* [Problem statement]: Take the data from its first line. Print each line exactly until the line containing "Map reading. Convert" has been printed too.

* [Dataset excerpts]:
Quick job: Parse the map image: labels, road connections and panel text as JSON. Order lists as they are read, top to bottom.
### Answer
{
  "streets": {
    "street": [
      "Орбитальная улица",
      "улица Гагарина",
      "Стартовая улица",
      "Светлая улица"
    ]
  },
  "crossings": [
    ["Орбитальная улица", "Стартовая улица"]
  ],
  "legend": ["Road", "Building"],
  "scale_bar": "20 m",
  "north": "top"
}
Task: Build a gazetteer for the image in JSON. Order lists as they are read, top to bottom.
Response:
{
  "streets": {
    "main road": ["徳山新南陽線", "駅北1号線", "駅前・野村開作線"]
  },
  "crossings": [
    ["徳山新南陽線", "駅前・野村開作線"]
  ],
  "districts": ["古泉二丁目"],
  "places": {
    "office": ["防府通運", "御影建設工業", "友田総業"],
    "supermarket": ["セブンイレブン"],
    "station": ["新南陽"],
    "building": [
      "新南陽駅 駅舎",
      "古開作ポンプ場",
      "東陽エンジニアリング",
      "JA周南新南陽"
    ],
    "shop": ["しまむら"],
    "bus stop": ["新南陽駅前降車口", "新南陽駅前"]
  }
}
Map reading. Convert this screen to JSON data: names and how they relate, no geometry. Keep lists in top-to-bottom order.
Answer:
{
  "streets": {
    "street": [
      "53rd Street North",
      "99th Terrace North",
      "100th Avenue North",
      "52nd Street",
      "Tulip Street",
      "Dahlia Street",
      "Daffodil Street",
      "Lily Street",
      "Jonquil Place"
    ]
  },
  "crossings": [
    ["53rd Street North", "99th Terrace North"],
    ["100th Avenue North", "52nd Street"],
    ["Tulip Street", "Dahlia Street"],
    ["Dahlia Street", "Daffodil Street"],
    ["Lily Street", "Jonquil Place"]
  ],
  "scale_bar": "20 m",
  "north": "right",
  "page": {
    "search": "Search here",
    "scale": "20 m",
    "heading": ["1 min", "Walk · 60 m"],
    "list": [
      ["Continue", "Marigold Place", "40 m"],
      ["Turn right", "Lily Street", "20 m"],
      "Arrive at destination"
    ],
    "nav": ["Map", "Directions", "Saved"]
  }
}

* [Task response]:
Quick job: Parse the map image: labels, road connections and panel text as JSON. Order lists as they are read, top to bottom.
### Answer
{
  "streets": {
    "street": [
      "Орбитальная улица",
      "улица Гагарина",
      "Стартовая улица",
      "Светлая улица"
    ]
  },
  "crossings": [
    ["Орбитальная улица", "Стартовая улица"]
  ],
  "legend": ["Road", "Building"],
  "scale_bar": "20 m",
  "north": "top"
}
Task: Build a gazetteer for the image in JSON. Order lists as they are read, top to bottom.
Response:
{
  "streets": {
    "main road": ["徳山新南陽線", "駅北1号線", "駅前・野村開作線"]
  },
  "crossings": [
    ["徳山新南陽線", "駅前・野村開作線"]
  ],
  "districts": ["古泉二丁目"],
  "places": {
    "office": ["防府通運", "御影建設工業", "友田総業"],
    "supermarket": ["セブンイレブン"],
    "station": ["新南陽"],
    "building": [
      "新南陽駅 駅舎",
      "古開作ポンプ場",
      "東陽エンジニアリング",
      "JA周南新南陽"
    ],
    "shop": ["しまむら"],
    "bus stop": ["新南陽駅前降車口", "新南陽駅前"]
  }
}
Map reading. Convert this screen to JSON data: names and how they relate, no geometry. Keep lists in top-to-bottom order.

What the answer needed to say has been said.